Traveling across I-35W bridge in Minneapolis, Sadiya Sahal and her two year old daughter Hanah were on their way to visit relatives. They never made it, the bridge collapsed and it took them down with 11 other people too.

There are three bridges in Omaha that could face a collapse of their own. Steve Edloff is working hard to prevent that possibility.

"You can kinda see where you get a little hairline cracking here, and you see the white. Yes. That is effervescence that is bleeding through the deck. That is typical, normal," said Edloff. He is explaining what he is looking at on the 67th and Center bridge.

It's a newer bridge, but even this one will get a crack or two. Honestly, the little cracks he is pointing out aren't anything to worry about.

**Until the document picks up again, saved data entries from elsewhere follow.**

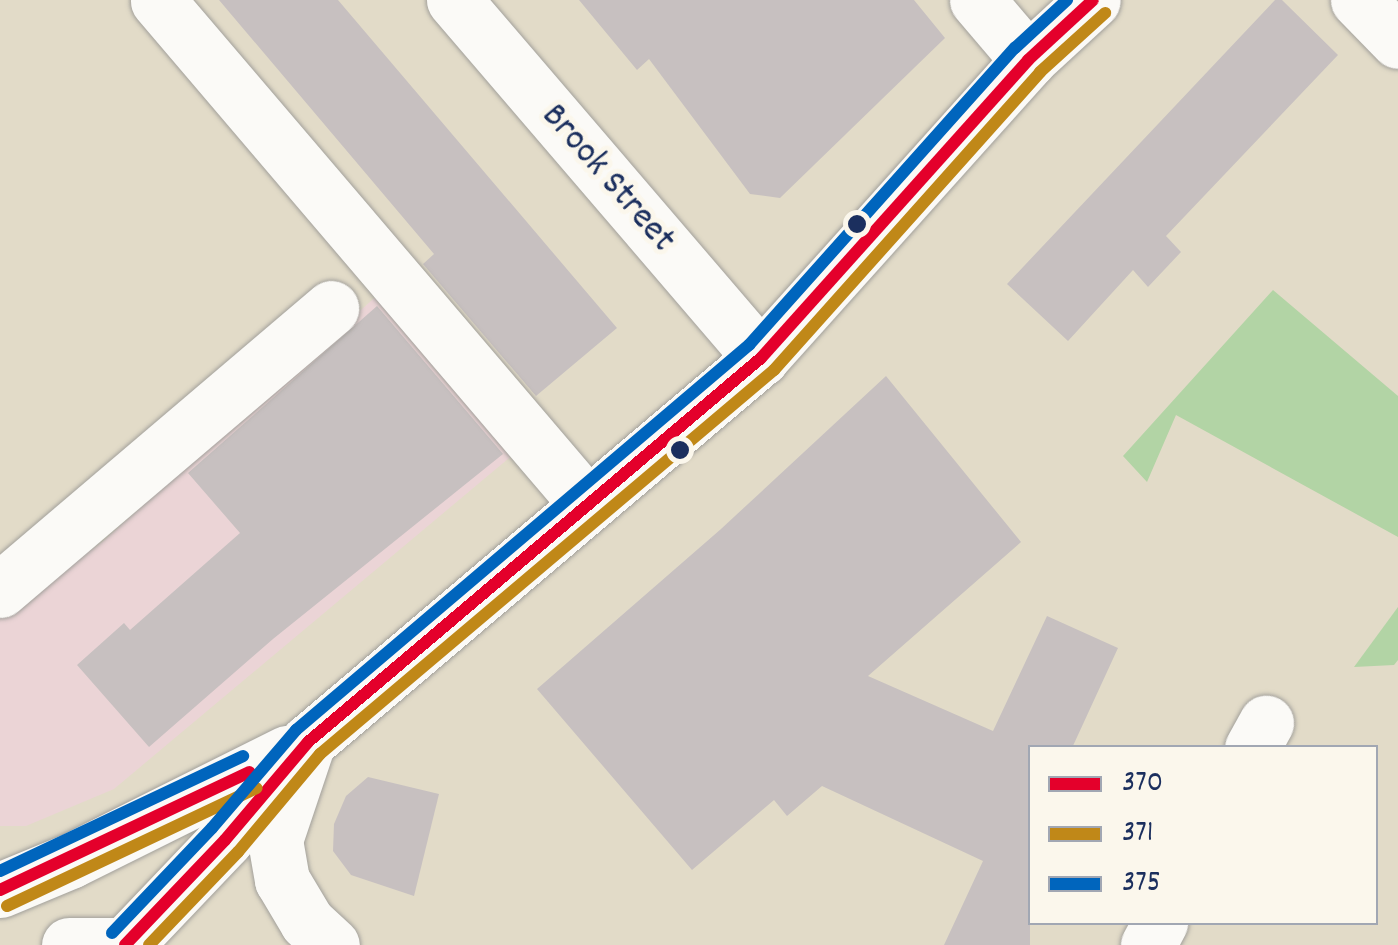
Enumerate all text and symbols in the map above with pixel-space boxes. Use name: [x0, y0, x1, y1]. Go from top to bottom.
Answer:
street label: Brook Street: [530, 95, 684, 263]
unlabelled marker: [847, 214, 867, 234]
unlabelled marker: [670, 440, 690, 460]
legend: [1028, 745, 1378, 925]
text: 370: [1122, 763, 1163, 806]
text: 371: [1122, 813, 1153, 856]
text: 375: [1122, 863, 1161, 906]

Bridges are inspected every two years; it's a federal law and there is no way around it. But there are some bridges that need to be inspected every year, they are called fracture critical bridges. The yearly inspection is necessary because if something goes wrong on these bridges the worst could happen.

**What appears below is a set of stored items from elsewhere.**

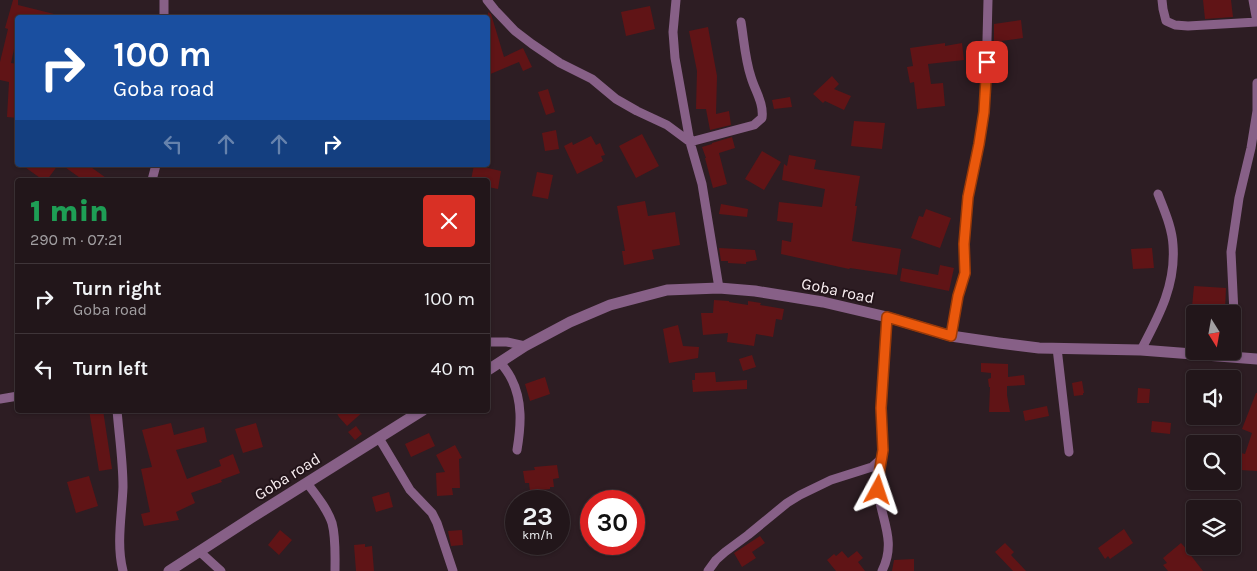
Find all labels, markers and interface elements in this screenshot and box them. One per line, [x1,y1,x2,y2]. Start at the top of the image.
text: 100 m [113,34,212,75]
icon: right [30,35,95,100]
pin [966,41,1008,83]
icon: arrive [973,48,1001,76]
text: Goba road [113,76,215,102]
icon: left [159,130,187,158]
icon: ahead [212,130,240,158]
icon: ahead [265,130,293,158]
icon: right [318,130,346,158]
text: 1 min [30,193,109,229]
button: close [423,195,475,247]
text: 290 m · 07:21 [30,230,123,249]
street label: Goba road [800,274,876,307]
text: Turn right [73,278,162,300]
icon: right [30,285,58,313]
text: 100 m [424,288,475,310]
text: Goba road [73,300,147,319]
north arrow [1186,305,1241,360]
map controls [1186,305,1241,555]
icon: left [30,355,58,383]
text: Turn left [73,358,148,380]
text: 40 m [431,358,475,380]
button: sound [1186,370,1241,425]
button: search [1186,435,1241,490]
street label: Goba road [251,449,324,504]
position arrow [851,463,903,515]
speed limit sign: 30 [580,490,645,555]
button: layers [1186,500,1241,555]
text: 23 [522,502,553,531]
text: km/h [522,528,553,542]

26th and Q is one of those bridges. Graded on a percent scale, 26th and Q is at 21 percent out of 100 percent.

"It's also called a pin and hanger bridge. That is one of those, where if one of those let go like the Minnesota bridge, the whole thing will come down in one shot. That is one where one element fails and the whole bridge will fail," said Edloff.

Bridge and the word failure are never acceptable.

Along with 26th and Q, 42nd & D has two bridges also in the fracture critical category. The city of Omaha is well aware and they are already in the process of getting these bridges fixed.

"If you come below that sufficiency rating, that is basically a point in time you want to start looking at the funding, and getting ready to replace the bridge deck or replace the entire bridge itself," said Tim O'Bryan, Omaha Construction Engineer.

Each of these three bridges are waiting for final approvals so they can be replaced.

Nebraska has more than 3,873 bridges that are in that deficient category. That works out to be about one in four in the state are in need of repair.